Now, if you're a really detail-oriented person, you'll be wondering what if the cops trace the cellphones? Well both the trigger phone and the phone I would be using to call were throw away phones I bought with cash at 2 separate stores. Then I activated them from an open WiFi network from a netbook with a spoofed MAC address. This particular cellular service gives you 30 free message units if you activate online so I didn't have to buy any airtime cards. Each phone was like 10 bucks. Yeah, I'm a cheap bastard too. I turned on the igniter phone and headed back to the real shooting position.

Thursday, November 12, 2009

First Blood - Part 2

(recounting the events of early Saturday, Oct. 31 aka Halloween morn...)

I'd be lying if I said I slept like a baby. It took me a while to finally get to sleep wondering how things would go and mulling over contingencies. When I got up, I treated myself to some scratch waffles along with eggs, bacon and some coffee with melted chocolate and cream. Hey, this could be my last breakfast as a free man or a live one.

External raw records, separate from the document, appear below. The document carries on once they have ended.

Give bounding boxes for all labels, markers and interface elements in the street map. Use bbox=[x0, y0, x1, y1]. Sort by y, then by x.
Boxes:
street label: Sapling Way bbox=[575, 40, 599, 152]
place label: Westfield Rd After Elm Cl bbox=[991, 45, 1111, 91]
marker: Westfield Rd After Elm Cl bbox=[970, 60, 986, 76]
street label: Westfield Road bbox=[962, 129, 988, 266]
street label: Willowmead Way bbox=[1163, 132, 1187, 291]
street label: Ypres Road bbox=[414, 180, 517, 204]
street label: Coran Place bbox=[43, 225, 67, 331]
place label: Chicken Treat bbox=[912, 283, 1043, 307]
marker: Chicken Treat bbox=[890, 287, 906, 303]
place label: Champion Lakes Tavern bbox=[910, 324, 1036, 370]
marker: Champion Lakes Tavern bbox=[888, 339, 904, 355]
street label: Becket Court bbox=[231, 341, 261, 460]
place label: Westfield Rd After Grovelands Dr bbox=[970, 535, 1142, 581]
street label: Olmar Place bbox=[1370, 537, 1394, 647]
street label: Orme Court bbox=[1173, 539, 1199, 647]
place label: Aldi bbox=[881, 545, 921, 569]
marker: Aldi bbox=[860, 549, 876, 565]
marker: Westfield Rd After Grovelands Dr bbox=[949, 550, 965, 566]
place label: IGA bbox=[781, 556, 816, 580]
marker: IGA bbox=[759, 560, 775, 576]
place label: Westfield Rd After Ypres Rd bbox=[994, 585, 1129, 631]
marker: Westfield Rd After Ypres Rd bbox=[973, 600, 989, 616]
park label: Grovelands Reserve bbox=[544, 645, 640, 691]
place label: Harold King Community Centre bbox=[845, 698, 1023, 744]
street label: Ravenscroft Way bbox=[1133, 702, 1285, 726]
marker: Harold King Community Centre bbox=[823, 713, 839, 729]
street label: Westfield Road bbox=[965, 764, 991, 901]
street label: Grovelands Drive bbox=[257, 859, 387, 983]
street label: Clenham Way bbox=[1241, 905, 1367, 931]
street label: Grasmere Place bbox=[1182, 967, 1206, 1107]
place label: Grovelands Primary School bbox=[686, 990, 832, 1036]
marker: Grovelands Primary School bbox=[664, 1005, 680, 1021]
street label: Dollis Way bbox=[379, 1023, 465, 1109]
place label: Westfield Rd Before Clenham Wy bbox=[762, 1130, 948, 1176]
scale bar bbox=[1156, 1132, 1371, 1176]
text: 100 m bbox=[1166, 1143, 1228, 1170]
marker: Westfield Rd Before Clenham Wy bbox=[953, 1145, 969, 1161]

I quickly loaded up the rental car and began the 2 hour drive down. I swung by the target estate, drove past and then pulled over and parked near my special spot. I walked up to the shooting point and checked what was going on at the estate. The tent, space heaters, tables, chairs were all set up and the catering crew was setting up the BBQ grills. My firing lines looked good and my surroundings seemed undisturbed. Next I drove past the trailhead parking lot - there were a fair number of parking spaces open - looking good. I cruised by where I'd drop off my hiking pack, also looking the same, and then went to the next town over for some lunch.

I pigged out. Partly out of Last Supper paranoia and more pragmatically that I'd need the calories for a long, wet, cold night in the water. I started with a drive thru jumbo cheeseburger, fries and cheese-filled Jalapeno peppers. Then I got some fried fish and a thick chocolate malt. I'd feed one more time before going on station. For that, I popped into a grocery store and picked up some fruit, cheese, crackers and cookies then grabbed a short, digestive nap.

Fed and rested, I stashed my hiking pack then dropped off and stashed the scuba gear and then the gun and sniping gear in a separate spot. I snacked on the drive to the trailhead parking lot, unloaded the bike and pedaled back toward the hit site. About a half mile away, I did what bears do in the woods. I don't mind taking a leak in a wet suit (ahhh warmth) but steaming hot or not I'd rather not drop a deuce and then smush & wallow in it for hours.

It was fairly dark when I arrived at about 6:30. I dropped the bike near the scuba gear, checked the tank pressures, and then went up and checked the estate. It was nicely lit up and a fair number of the fashionably on time were enjoying cocktails, appetizers and conversation.

I also hit my first complication - many of the guests were in costume and wearing masks or face paint. Gah! It's a Halloween costume party. That's what I get for assuming they'd be a pack of boring stiffs...

Wednesday, November 11, 2009

DC Sniper Executed

Well they pulled the plug on John Allen Muhammad last night. He was the elder of the DC sniper pair that randomly killed 10 innocent people back in 2002. What he did prompted some thinking on my part, mostly centering on "am I like him?"

I'd say I am not like him. I am not just killing at random. I'm selecting my targets and I take care not to hit or hurt others. That's my story and I'm sticking to it. But I don't expect it to carry any weight in a court of law.

I wonder how the court of public/popular opinion will judge me...

Tuesday, November 3, 2009

Achoooo!

I made it out and back okay. I consider it a success but with a twist. I did manage to catch one hell of a cold. Details to follow soon.